*Data shown*

^^^^^^^^^^^^^^^^

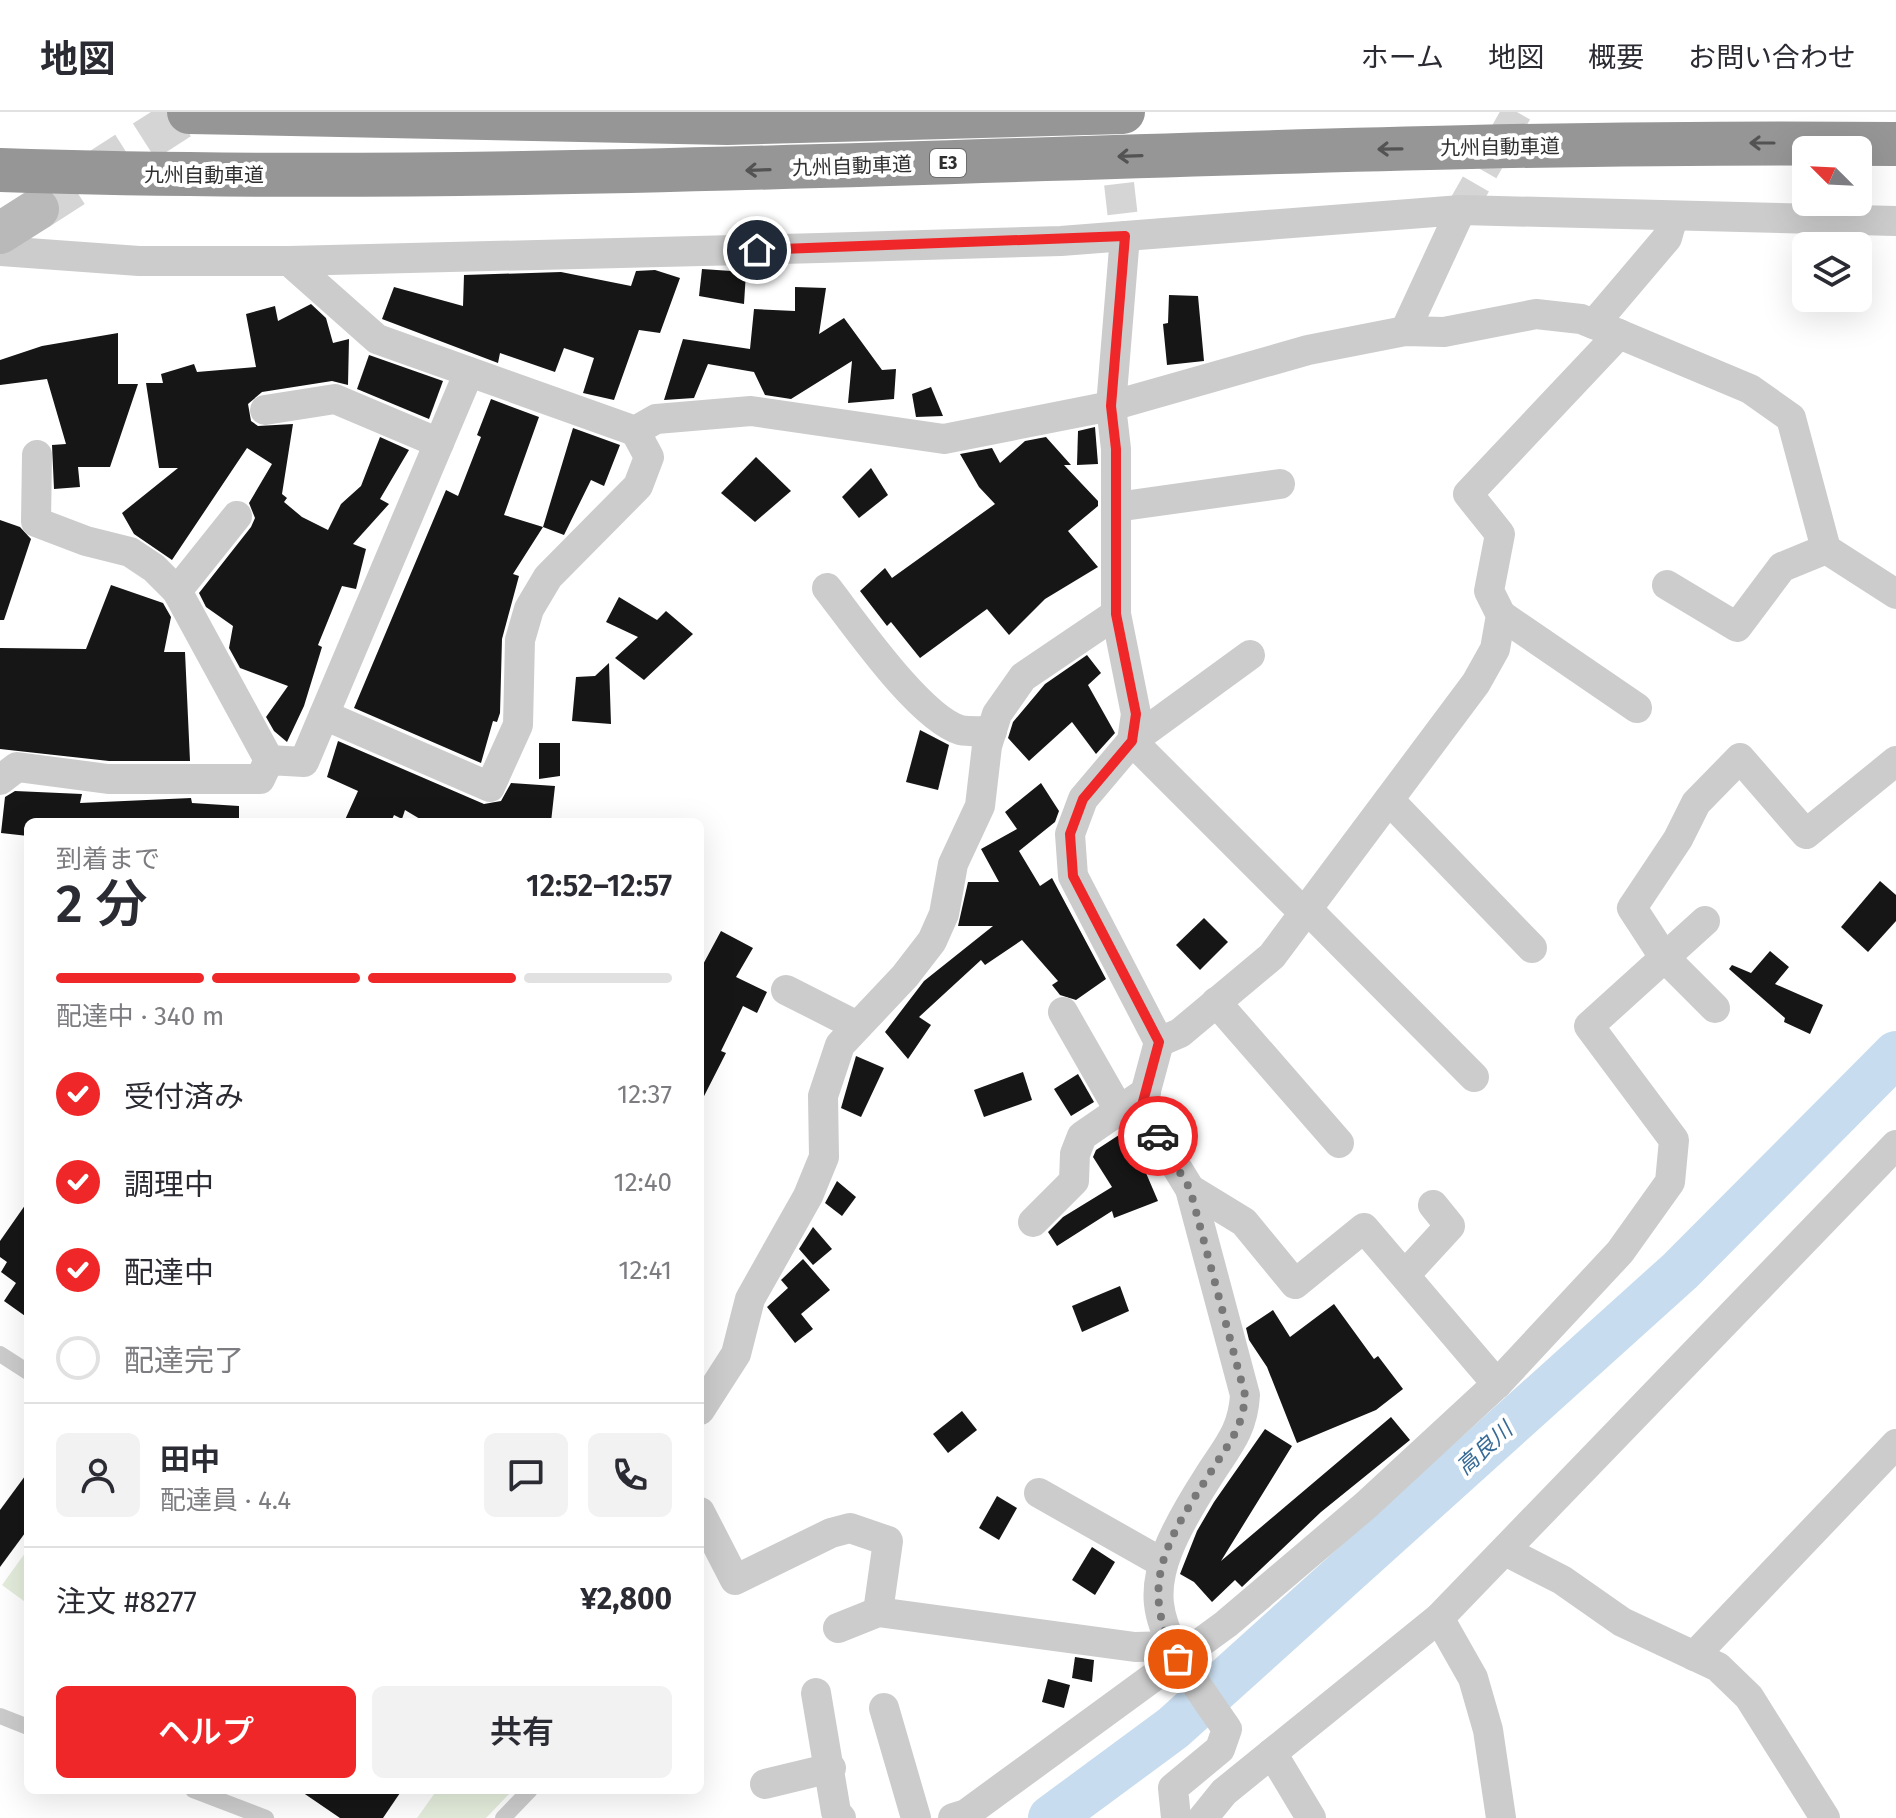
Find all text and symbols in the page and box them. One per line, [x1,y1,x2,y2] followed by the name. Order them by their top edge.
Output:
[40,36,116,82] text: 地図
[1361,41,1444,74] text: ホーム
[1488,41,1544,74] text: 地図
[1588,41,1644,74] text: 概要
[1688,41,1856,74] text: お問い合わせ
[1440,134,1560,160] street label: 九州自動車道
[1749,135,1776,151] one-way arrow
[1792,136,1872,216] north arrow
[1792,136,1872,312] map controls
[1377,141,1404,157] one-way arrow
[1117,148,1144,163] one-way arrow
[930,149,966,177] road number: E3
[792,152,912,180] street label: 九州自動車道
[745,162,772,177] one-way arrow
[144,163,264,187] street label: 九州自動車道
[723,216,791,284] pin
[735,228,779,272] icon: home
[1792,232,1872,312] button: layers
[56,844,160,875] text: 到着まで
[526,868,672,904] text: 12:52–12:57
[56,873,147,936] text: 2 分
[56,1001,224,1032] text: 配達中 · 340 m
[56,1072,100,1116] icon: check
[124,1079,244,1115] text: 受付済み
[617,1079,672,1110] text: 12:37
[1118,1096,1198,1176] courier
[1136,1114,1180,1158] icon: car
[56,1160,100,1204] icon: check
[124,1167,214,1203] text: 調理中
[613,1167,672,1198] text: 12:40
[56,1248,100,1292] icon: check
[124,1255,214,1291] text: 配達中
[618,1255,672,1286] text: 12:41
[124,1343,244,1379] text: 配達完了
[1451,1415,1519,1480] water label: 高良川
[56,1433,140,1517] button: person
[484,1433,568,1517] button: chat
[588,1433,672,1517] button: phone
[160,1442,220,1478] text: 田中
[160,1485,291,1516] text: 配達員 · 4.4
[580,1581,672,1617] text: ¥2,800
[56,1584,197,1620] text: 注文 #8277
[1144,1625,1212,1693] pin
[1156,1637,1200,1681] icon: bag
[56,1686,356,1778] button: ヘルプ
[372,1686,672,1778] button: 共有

^^^^^^^^^^^^^^^^

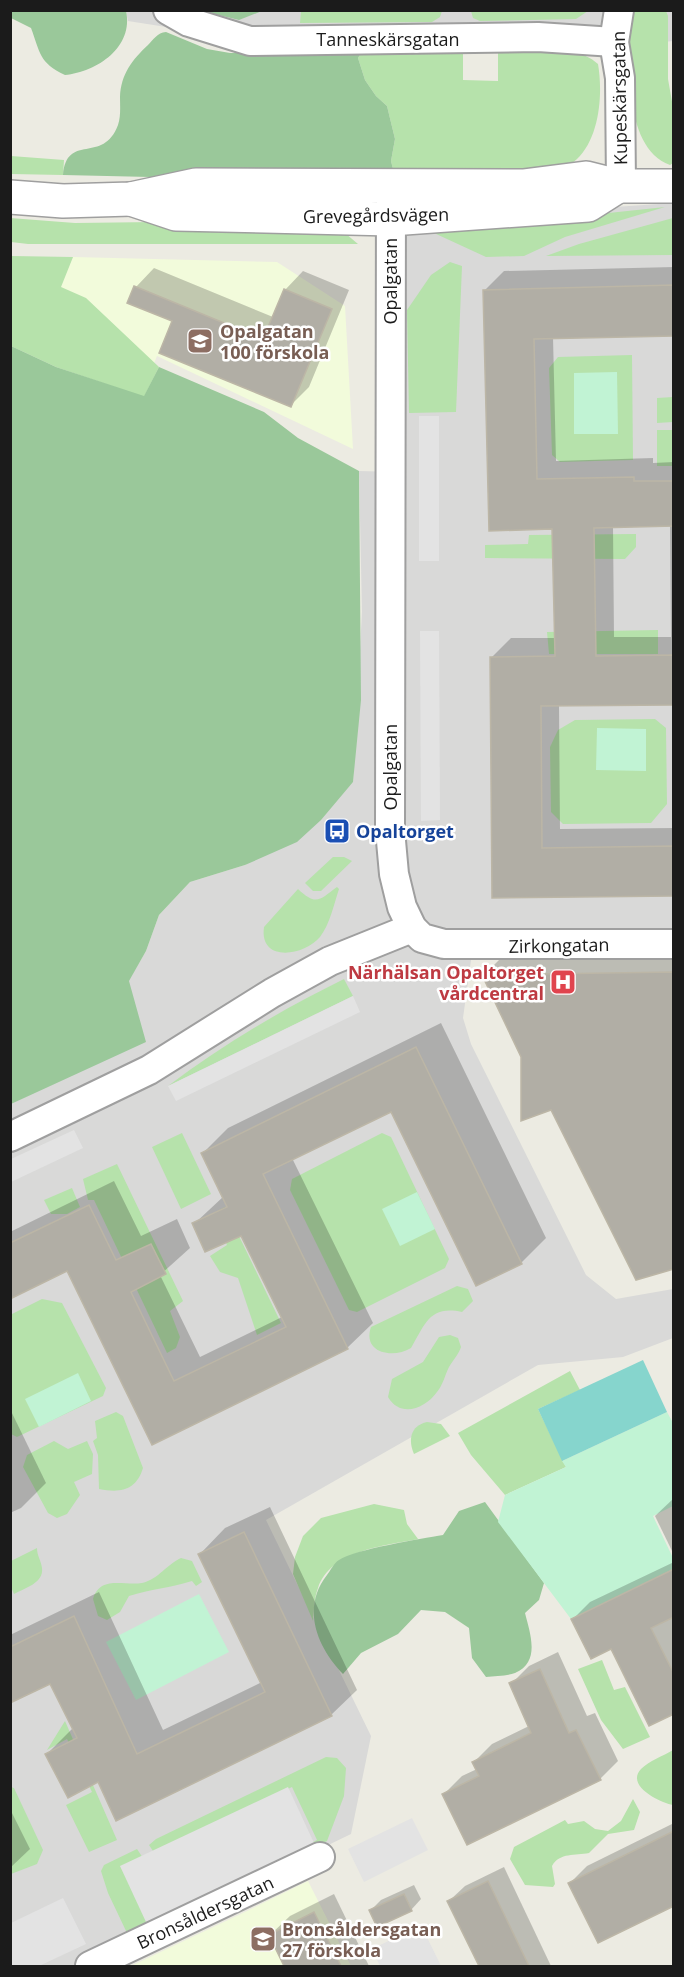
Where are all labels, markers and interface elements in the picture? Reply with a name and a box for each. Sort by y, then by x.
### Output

^^^^^^^^^^^^^^^^

*Assignment*
If a line in the entries includes the word "name", copy that line out.

*Problem solution*
Find all text and symbols in the page and box them. One per line, [x1,y1,x2,y2] followed by the name. Order them by their top edge.
Where are all labels, markers and interface elements in the picture? Reply with a name and a box for each. Sort by y, then by x.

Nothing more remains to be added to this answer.